Si j’ai d’autre part tardé à répondre à votre lettre du 13 juillet et à vous remercier de vos bons vœux de fête, c’est que vous m’annonciez dans cette lettre l’envoi d’un cadeau, comme vous le faites toujours malgré ma défense de vous voir effectuer de telles dépenses pour me faire plaisir. Mais ce colis adressé à Paris était resté là-bas en panne, bien que ma correspondance me fut transmise ici, j’attendais donc pour pouvoir vous en parler d’avoir reçu cet envoi ; mais c’est une fiche de la poste qui m’est arrivée, me priant d’aller retirer ce colis au bureau 83. J’ai alors écrit audit bureau pour qu’on me le fasse suivre.

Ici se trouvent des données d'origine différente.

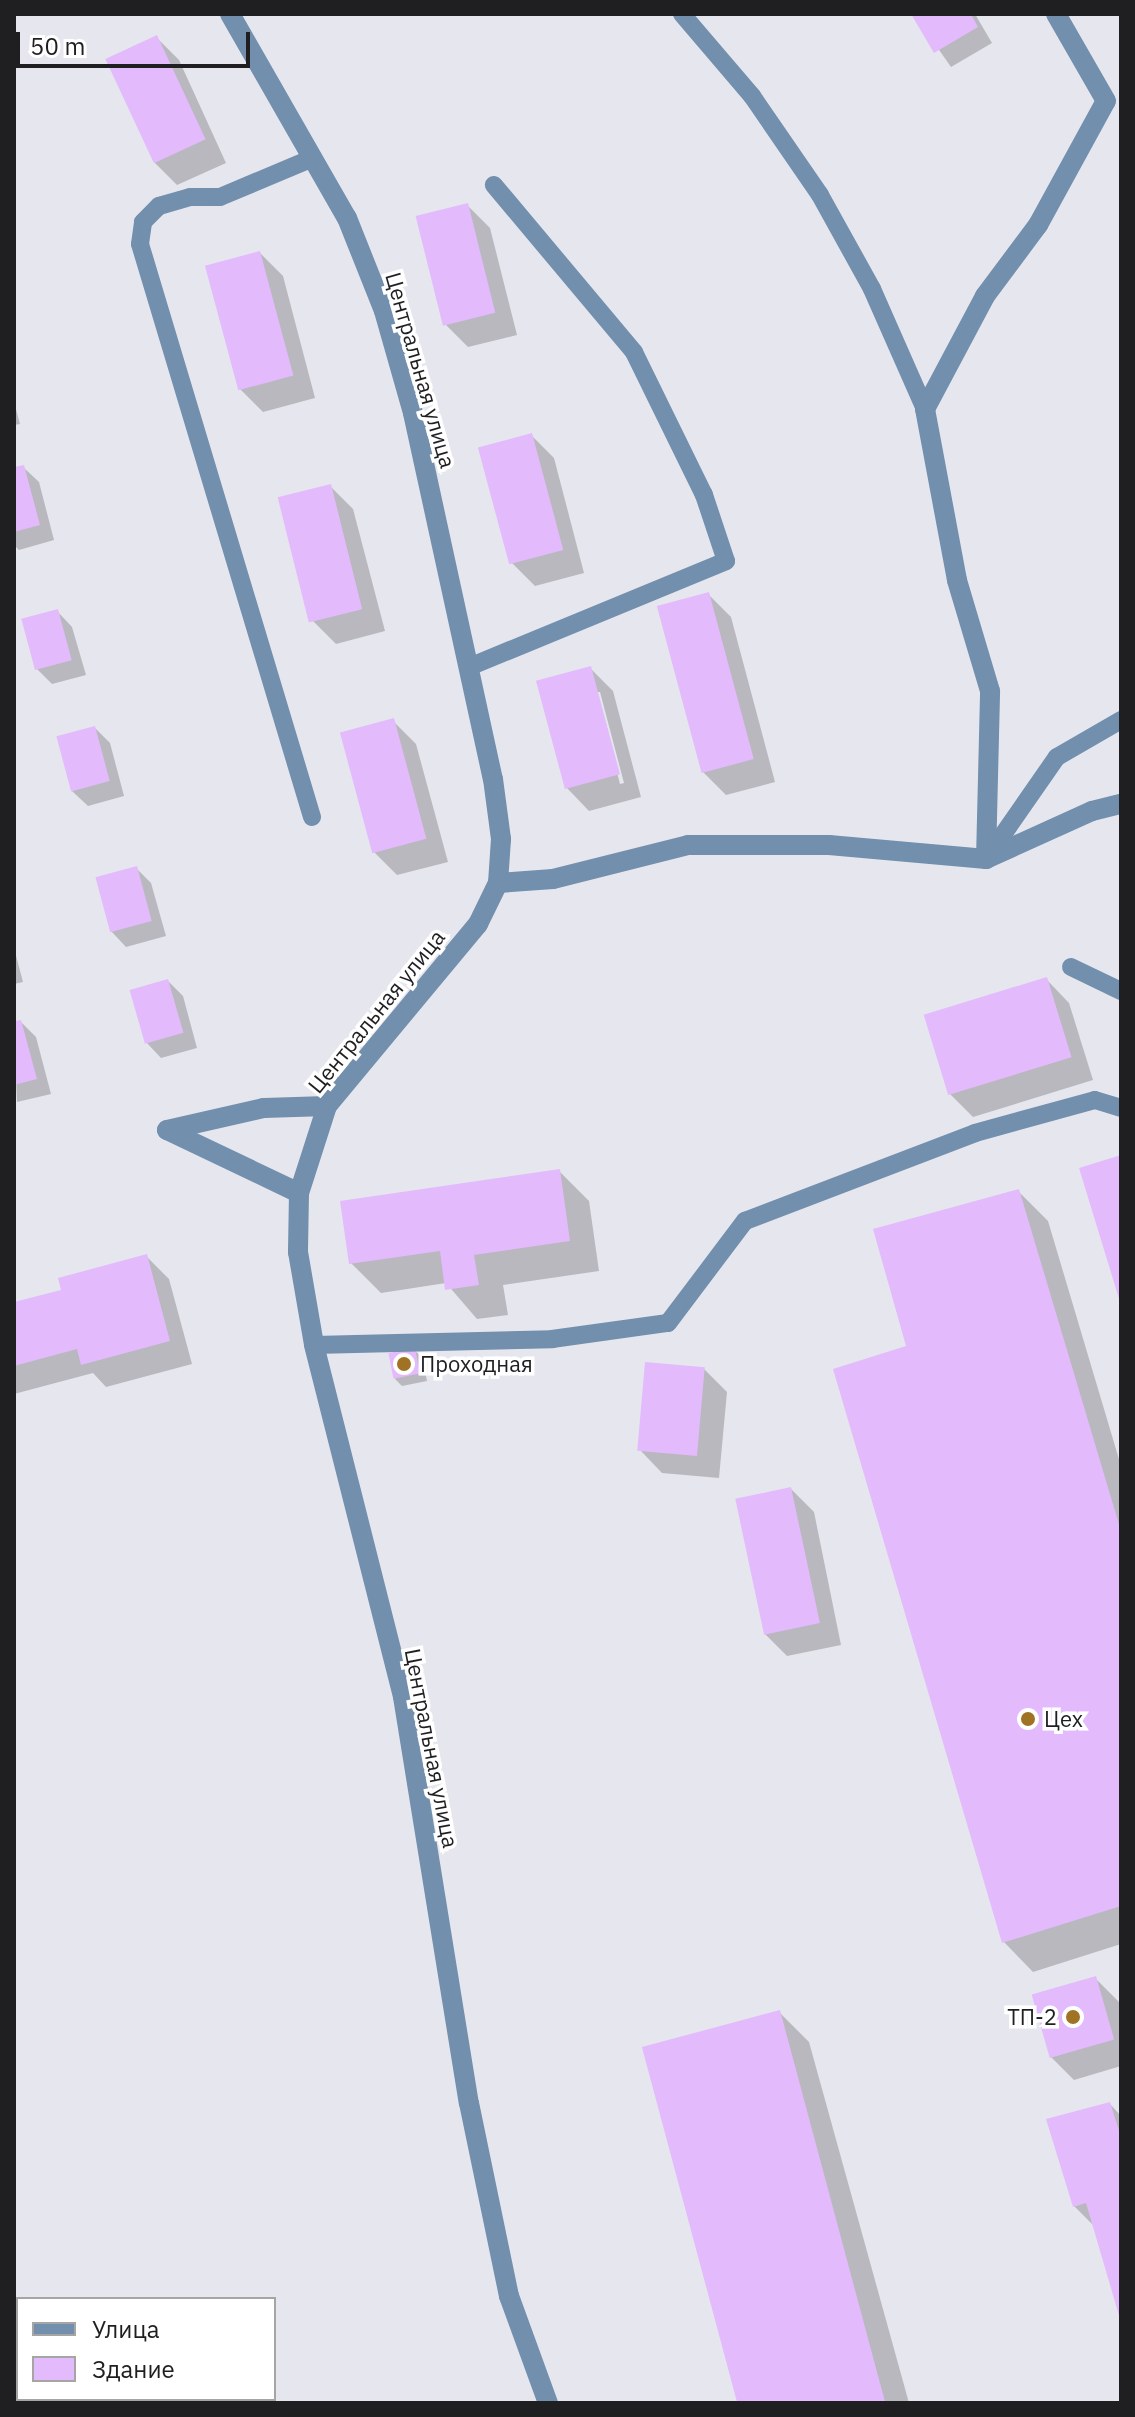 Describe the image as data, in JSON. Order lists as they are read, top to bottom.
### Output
{
  "streets": {
    "street": ["Центральная улица"]
  },
  "places": ["Проходная", "Цех", "ТП-2"],
  "legend": ["Улица", "Здание"],
  "scale_bar": "50 m"
}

Et j’ai attendu encore quelques jours et finalement hier soir j’ai pu déficeler ce charmant paquet si artistiquement noué comme vous faites toujours et c’est alors que « le petit prince » m’a tendu les bras.

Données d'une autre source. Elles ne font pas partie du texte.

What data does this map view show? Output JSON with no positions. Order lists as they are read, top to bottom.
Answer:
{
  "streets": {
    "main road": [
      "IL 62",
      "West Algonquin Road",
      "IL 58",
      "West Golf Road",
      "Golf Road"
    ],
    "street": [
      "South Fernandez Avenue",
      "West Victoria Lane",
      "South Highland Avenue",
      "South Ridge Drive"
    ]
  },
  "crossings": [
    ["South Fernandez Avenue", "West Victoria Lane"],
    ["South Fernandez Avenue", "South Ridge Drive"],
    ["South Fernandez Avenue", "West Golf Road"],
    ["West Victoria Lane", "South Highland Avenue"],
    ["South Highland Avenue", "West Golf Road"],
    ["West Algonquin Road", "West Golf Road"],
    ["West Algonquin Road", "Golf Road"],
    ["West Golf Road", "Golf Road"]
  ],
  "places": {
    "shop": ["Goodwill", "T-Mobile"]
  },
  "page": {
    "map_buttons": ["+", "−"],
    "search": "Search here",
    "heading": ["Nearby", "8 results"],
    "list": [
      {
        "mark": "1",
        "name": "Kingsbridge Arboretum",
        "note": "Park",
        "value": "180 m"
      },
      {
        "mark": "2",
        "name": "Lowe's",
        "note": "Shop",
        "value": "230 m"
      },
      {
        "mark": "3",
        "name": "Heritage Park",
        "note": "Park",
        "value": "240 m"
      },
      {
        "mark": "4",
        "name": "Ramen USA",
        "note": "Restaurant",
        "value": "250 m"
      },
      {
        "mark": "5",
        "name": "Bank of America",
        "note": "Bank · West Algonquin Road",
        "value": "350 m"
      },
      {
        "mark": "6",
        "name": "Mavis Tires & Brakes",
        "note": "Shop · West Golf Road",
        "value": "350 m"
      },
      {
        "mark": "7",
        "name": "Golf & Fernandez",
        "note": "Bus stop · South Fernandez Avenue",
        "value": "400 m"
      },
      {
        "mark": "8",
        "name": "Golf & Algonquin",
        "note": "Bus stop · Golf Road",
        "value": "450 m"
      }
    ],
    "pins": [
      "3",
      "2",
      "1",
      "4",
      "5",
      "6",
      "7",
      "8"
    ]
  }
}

Quel choix heureux vous avez eu. Ce volume est ravissant et les aquarelles de ce pauvre St Exupéry de petites merveilles. J’avais lu la plus grande partie de l’œuvre de cet écrivain, mais non cet ouvrage dont on parle très souvent et que je suis heureux de connaitre. J’en ai déjà lu une trentaine de pages. C’est vraiment un conte de fée, mâtiné d’un peu d’acide mais à la manière de Voltaire. Tout cela est infiniment suave tant par le style que par les illustrations de l’auteur. C’est vraiment bien triste que cet écrivain, si exceptionnel et si attirant par sa chaleur humaine, non exempte de raillerie, soit mort si jeune, en pleine ascension. Je tiens à vous dire combien je suis content d’avoir, grâce à vous, ce livre hors série dans ma bibliothèque et je vous en remercie profondément.

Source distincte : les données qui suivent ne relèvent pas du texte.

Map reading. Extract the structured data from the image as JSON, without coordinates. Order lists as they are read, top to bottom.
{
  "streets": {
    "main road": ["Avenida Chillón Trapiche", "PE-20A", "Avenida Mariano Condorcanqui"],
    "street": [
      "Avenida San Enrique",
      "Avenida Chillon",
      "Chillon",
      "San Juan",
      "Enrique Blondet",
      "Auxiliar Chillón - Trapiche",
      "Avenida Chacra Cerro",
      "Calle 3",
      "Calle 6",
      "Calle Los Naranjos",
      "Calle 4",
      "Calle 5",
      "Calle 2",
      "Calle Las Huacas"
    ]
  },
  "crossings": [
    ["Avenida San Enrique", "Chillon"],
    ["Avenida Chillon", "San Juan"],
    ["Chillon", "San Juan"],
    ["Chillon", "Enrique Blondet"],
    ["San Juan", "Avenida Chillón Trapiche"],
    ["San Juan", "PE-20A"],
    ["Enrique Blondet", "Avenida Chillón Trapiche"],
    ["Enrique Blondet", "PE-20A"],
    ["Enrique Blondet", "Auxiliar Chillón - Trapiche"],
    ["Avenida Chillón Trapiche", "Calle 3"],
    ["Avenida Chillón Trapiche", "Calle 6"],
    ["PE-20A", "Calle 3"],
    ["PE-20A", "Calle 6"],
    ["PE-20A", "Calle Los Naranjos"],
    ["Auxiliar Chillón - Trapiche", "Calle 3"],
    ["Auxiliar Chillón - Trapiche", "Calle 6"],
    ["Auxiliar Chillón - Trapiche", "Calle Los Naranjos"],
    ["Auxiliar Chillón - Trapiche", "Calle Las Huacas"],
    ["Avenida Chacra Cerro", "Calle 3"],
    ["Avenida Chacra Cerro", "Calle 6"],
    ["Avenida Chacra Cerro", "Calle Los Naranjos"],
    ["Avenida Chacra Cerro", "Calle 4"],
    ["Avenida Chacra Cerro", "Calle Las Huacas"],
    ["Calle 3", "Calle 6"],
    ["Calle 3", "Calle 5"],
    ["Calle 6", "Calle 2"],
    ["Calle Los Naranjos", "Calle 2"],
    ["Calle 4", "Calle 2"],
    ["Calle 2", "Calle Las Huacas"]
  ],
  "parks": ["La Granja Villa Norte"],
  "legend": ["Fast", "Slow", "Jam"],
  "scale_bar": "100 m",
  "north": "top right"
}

Je suis bien heureux de profiter de mon séjour ici pour me reposer et je dirais même pour me refaire, car je suis arrivé extrêmement fatigué, ayant passé une année assez mauvaise sous le rapport de la santé et même sous tous les rapports, car j’ai eu par ailleurs pas mal d’ennuis avec mon petit logement que j’habite depuis 32 ans et qu’on veut me ravir. Cette affaire est passée en justice et suit son cours, mais quel en sera l’aboutissement ? On peut tout craindre dans ces matières de loyer et l’on voit chaque jour expulser des gens même fort âgés. L’appartement de ma cousine, composé de 4 pièces et qui est fort agréable, m’aurait bien convenu, mais il a été disputé à coups de millions et je ne pouvais pas entrer en lice pour l’acquérir, car depuis que je suis à la retraite, je me trouve à la portion congrue, surtout par le fait que la Chambre Syndicale s’est assez mal comportée à mon égard, sous prétexte d’économiser en prévision d’une crise de l’automobile. Bref, quand on aborde le crépuscule de la vie et qu’on a dépassé le cap des 70 ans, l’existence ne se colore pas de rose tendre et on a plutôt l’impression de naviguer sur la Mer des Ténèbres.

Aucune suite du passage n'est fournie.